We were enjoying coffee and rusks one morning before drive when the silence was all of a sudden broken by the distress calls of Zebra very close to the lodge. We knew from the frantic calls and sound of hooves churning up the dirt that the lions were close by and only seconds later we heard the lions take down one of the zebras. It was a little disturbing listening to the primal sounds of a lion kill but it was nature taking its course and something you don’t hear very often. We were unable to find the lions as they were just out of sight but fortunately the lionesses with bulging bellies came to quench their thirst at our local waterhole where we got to see the impressive western pride females. These two females have become exceptional at catching zebra which by biomass are the most common herbivore on the reserve.

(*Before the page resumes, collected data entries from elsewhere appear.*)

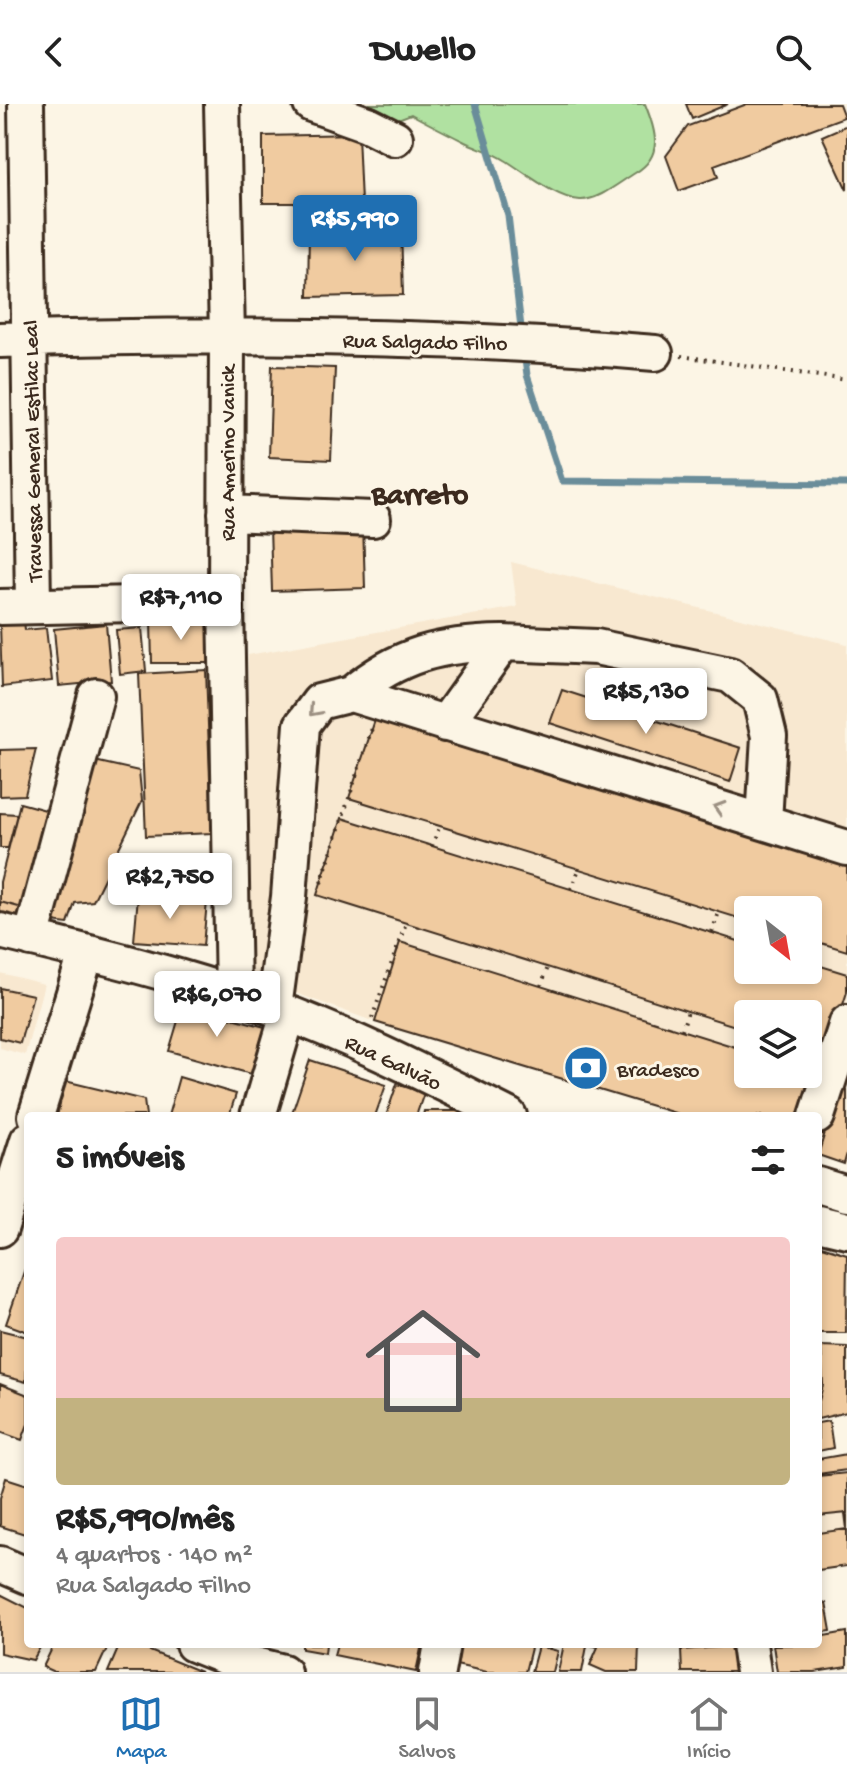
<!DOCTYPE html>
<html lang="pt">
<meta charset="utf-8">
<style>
body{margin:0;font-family:"Gochi Hand",sans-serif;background:#f6f6f6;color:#222;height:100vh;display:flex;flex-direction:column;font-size:30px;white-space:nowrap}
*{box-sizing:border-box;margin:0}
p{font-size:26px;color:#767676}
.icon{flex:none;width:44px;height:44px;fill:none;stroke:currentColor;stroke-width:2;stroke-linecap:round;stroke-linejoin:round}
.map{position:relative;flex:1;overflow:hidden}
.drawer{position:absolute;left:24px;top:1008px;width:798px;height:536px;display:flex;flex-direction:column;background:#fff;border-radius:8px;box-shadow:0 4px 12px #0003}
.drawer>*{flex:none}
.needle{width:52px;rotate:149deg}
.controls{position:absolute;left:734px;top:792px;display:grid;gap:16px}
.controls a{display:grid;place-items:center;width:88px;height:88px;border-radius:8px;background:#fff;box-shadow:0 4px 12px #0003;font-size:40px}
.price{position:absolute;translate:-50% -68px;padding:0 18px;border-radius:8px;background:#fff;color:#222;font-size:26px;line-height:52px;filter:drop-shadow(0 2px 4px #0008)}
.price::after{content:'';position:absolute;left:50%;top:48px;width:24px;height:18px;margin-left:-12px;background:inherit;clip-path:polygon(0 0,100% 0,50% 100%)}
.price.selected{background:#1f6fb2;color:#fff}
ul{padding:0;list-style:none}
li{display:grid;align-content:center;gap:16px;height:424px;padding:0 32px}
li+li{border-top:2px solid #e0e0e0}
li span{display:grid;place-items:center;height:248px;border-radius:8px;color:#555}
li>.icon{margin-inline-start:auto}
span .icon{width:144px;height:144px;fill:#fffc;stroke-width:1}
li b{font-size:34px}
h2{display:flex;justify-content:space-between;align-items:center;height:96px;padding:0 32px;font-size:34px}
header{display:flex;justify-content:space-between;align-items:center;height:104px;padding:0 32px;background:#fff;font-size:36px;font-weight:700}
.tabs{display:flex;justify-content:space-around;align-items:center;height:112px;border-top:2px solid #e0e0e0;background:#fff;font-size:22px;color:#767676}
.tabs a{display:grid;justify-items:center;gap:4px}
.tabs .selected{color:#1f6fb2}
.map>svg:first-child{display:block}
.built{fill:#f8e8d0;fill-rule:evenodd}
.green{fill:#b0e1a1;stroke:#768660;stroke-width:2}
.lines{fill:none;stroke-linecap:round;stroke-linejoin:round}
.stream{stroke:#6b8d9a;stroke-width:7}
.building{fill:#f0cba0;stroke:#3b2a1e;stroke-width:2}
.minor-casing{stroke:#3b2a1e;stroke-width:40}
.path{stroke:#3b2a1e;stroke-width:4;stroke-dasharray:2 6;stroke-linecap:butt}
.minor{stroke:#fcf5e5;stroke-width:34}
.oneway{stroke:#9c9082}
.labels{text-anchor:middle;stroke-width:6;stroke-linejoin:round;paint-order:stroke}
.street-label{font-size:22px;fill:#3b2a1e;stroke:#fcf5e5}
.poi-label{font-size:22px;fill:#3b2a1e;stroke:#fcf5e5;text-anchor:start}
.district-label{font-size:30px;font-weight:bold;fill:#3b2a1e;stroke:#fcf5e5}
</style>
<header><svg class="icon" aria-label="back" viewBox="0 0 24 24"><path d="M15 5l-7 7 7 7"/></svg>Dwello<svg class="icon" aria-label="search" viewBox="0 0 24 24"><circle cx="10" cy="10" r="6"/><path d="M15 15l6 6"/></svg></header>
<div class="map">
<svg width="847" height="1568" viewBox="0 0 847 1568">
<rect width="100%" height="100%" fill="#fcf5e5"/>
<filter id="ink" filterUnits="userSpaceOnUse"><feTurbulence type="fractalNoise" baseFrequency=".0125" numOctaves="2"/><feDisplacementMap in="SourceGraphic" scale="16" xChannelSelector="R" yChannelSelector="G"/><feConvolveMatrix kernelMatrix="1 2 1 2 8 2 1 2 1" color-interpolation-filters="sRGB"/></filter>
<g filter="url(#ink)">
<path class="built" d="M 511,458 L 847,540 L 847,1061 L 818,1051 L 818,1012 L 685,1012 L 375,918 L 249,872 L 248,551 L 517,503 ZM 748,806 L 808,806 L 808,866 L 748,866 ZM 748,910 L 808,910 L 808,970 L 748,970 Z
M 0,869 L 44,880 L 25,951 L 0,944 Z
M 847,1369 L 847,1462 L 818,1466 L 818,1372 Z"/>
<path class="green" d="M 369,0 L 645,0 C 656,27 664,52 635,69 C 620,78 598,97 580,96 C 555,94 525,68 505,56 C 493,48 478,44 465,38 C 447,29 429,20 411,10 L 398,15 Z"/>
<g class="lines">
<path class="stream" d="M 475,0 L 508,111 L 522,232
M 524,248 L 527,271 L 562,377 L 847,380"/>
</g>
<path class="building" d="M 686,0 L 728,0 L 692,15 Z
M 747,0 L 839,0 L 844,13 L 714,61 L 718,73 L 679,87 L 666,52 L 688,22 Z
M 847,21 L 847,86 L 822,32 Z
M 358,30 L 361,99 L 263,99 L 263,32 Z
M 401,124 L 403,191 L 308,193 L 309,126 Z
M 272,262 L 335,264 L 331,356 L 269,353 Z
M 363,420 L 365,484 L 272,487 L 270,423 Z
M 24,517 L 25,526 L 46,524 L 52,577 L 2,583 L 0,520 Z
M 151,517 L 211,517 L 211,559 L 152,559 Z
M 106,520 L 111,577 L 59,582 L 54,525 Z
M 142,524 L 146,567 L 120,570 L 116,526 Z
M 206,566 L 212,729 L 146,732 L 139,570 Z
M 562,586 L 741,644 L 730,678 L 550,619 Z
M 376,613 L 847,761 L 847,847 L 808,835 L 808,806 L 748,806 L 748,817 L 349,694 Z
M 36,645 L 25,691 L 0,692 L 0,646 Z
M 90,656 L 139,667 L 142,697 L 93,797 L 75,799 L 68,820 L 51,818 Z
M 20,699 L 60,710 L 27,817 L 0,809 L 0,778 Z
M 20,699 L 60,710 L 30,806 L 0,798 L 0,778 Z
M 0,709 L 17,710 L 8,744 L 0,744 Z
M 342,714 L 748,840 L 748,866 L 808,866 L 808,858 L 847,870 L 847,888 L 827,951 L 808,945 L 808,910 L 748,910 L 748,926 L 317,791 Z
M 138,792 L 207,797 L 203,842 L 134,837 Z
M 400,838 L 748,947 L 748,970 L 808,970 L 808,965 L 819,969 L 805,1012 L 685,1012 L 375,918 Z
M 0,884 L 33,891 L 20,939 L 0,934 Z
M 183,900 L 265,923 L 251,970 L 169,947 Z
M 310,956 L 386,981 L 375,1012 L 291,1012 Z
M 179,973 L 236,990 L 229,1012 L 168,1012 Z
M 65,977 L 144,996 L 146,1012 L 57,1012 Z
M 397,980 L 424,989 L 416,1012 L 386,1012 Z
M 839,983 L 847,985 L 847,1049 L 844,1060 L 818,1051 Z
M 424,1007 L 468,1007 L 467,1012 L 423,1012 Z
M 818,1141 L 847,1150 L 846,1229 L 818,1229 Z
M 28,1156 L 28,1228 L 6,1220 Z
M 0,1226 L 28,1233 L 26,1278 L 0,1271 Z
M 821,1242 L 847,1243 L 847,1308 L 818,1315 L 818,1301 L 823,1281 Z
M 0,1280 L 28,1291 L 28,1320 L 22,1336 L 0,1328 Z
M 829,1317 L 833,1344 L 818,1347 L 818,1319 Z
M 847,1350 L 847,1366 L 818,1370 L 818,1355 Z
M 847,1369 L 847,1409 L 818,1412 L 818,1372 Z
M 6,1374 L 28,1381 L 28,1421 L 25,1430 L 0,1422 L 0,1394 Z
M 845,1409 L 847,1409 L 847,1462 L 818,1466 L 818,1429 L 847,1425 Z
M 0,1490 L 28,1504 L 28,1540 L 42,1540 L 33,1556 L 0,1549 Z
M 826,1499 L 831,1527 L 818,1529 L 818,1500 Z
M 847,1528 L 847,1563 L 815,1568 L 777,1568 L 773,1541 L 818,1540 L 818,1533 Z
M 54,1540 L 109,1540 L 96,1568 L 54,1568 L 43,1563 Z
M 120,1540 L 133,1540 L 201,1568 L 108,1568 Z
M 302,1540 L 326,1540 L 325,1549 L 302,1545 Z
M 337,1540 L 422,1540 L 416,1568 L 334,1551 Z
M 461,1540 L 532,1540 L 525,1568 L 487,1568 L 456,1561 Z
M 564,1540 L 587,1542 L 582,1568 L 558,1568 Z
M 587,1540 L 639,1540 L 638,1568 L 606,1568 L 590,1561 L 598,1543 Z
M 538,1542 L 558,1547 L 553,1568 L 531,1568 Z
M 734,1542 L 736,1568 L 682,1568 L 681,1546 Z"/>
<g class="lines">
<g class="minor-casing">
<path id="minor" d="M 26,0 L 33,502
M 222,0 L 227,232 L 226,498 L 233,890
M 311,0 L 367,20 L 395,34
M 0,236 C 218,229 437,231 655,249
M 226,409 L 373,415
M 0,503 L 226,498
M 351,590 C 399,550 441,540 503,539
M 445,620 L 503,539 L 596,543 L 730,571 L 760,595 L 769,632 L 764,718
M 0,827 C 91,849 183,871 271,903 C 353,933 431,973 509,1012
M 31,835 L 96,592
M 274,904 L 289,793 L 302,621 L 319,598 L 351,590 L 847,744
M 36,1012 L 86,850
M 258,1012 L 288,910
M 817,1012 L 847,919
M 818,1081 L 847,1090
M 818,1119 L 847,1126
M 0,1125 L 28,1036
M 0,1460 L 28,1472
M 193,1540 L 228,1554 L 283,1568
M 749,1540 L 753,1568
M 437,1568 L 442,1540"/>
</g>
<path class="path" d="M 681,252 L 847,276
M 432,742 L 440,721
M 321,779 L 372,624
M 571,785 L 579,765
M 712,828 L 719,808
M 541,882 L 548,863
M 372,914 L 406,819
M 682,926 L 688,907"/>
<use href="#minor" class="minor"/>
</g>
<defs><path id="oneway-chevron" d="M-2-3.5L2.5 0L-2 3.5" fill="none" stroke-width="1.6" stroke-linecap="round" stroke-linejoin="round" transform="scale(2)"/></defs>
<g class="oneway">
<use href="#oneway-chevron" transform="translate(314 607) rotate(132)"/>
<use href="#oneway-chevron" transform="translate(719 704) rotate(-163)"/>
</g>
</g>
<defs>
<g id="bank-disc" transform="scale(2.3)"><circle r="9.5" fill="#1f6fb2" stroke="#fcf5e5"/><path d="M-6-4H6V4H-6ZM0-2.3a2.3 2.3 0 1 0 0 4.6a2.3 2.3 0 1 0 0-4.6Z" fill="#fff"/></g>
</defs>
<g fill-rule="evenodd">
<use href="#bank-disc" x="586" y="964"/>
</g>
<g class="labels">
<g class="street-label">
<text transform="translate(425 236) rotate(1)" y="8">Rua Salgado Filho</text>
<text transform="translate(31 347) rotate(-91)" y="8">Travessa General Estilac Leal</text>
<text transform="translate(226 349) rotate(-90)" y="8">Rua Amerino Vanick</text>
<text transform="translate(394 957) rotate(25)" y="8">Rua Galvão</text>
</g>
<g class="poi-label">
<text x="617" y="972">Bradesco</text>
</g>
<g class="district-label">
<text x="420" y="399">Barreto</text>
</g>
</g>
</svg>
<div class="controls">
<a><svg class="needle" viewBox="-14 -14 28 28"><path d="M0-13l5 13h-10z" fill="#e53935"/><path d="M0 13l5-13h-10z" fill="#767676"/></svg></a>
<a><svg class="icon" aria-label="layers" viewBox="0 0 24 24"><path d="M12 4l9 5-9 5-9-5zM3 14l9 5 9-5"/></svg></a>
</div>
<b class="price selected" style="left:355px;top:159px">R$5,990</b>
<b class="price" style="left:181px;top:538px">R$7,110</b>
<b class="price" style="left:646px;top:632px">R$5,130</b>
<b class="price" style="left:170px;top:817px">R$2,750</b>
<b class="price" style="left:217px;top:935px">R$6,070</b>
<section class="drawer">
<h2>5 imóveis<svg class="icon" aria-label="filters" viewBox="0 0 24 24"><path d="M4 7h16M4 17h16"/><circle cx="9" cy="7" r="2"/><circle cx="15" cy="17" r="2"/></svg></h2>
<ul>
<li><span style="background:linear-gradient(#f6c9c9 65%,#c2b280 0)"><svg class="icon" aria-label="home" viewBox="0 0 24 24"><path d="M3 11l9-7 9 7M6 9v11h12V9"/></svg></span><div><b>R$5,990/mês</b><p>4 quartos · 140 m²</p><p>Rua Salgado Filho</p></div></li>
</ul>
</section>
</div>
<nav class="tabs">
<a class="selected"><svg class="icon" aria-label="map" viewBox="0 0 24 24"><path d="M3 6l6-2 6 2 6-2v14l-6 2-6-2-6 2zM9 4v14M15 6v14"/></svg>Mapa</a>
<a><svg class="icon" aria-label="saved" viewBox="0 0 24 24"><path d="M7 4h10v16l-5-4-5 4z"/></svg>Salvos</a>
<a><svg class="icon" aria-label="home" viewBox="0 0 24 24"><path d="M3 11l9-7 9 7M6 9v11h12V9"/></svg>Início</a>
</nav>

In another interesting development we are being visited by vultures on a far more regular basis. Despite the fact that we have one of the largest breeding colonies of the Cape Vulture only a few kilometres south of the reserve in the Marakele mountains, these vultures did not forage much on the reserve and generally followed certain routes which may be driven by air currents. In the last year or two the vultures have truly discovered Welgevonden and it is not unusual to find large numbers feeding on carcasses in the reserve. These birds are critically endangered due to their susceptibility to poisoning so it is very encouraging to see they can make use of the sanctuary provided by Welgevonden.

We are very privileged to live in such a beautiful place and we look forward to welcoming all our guests through the winter season!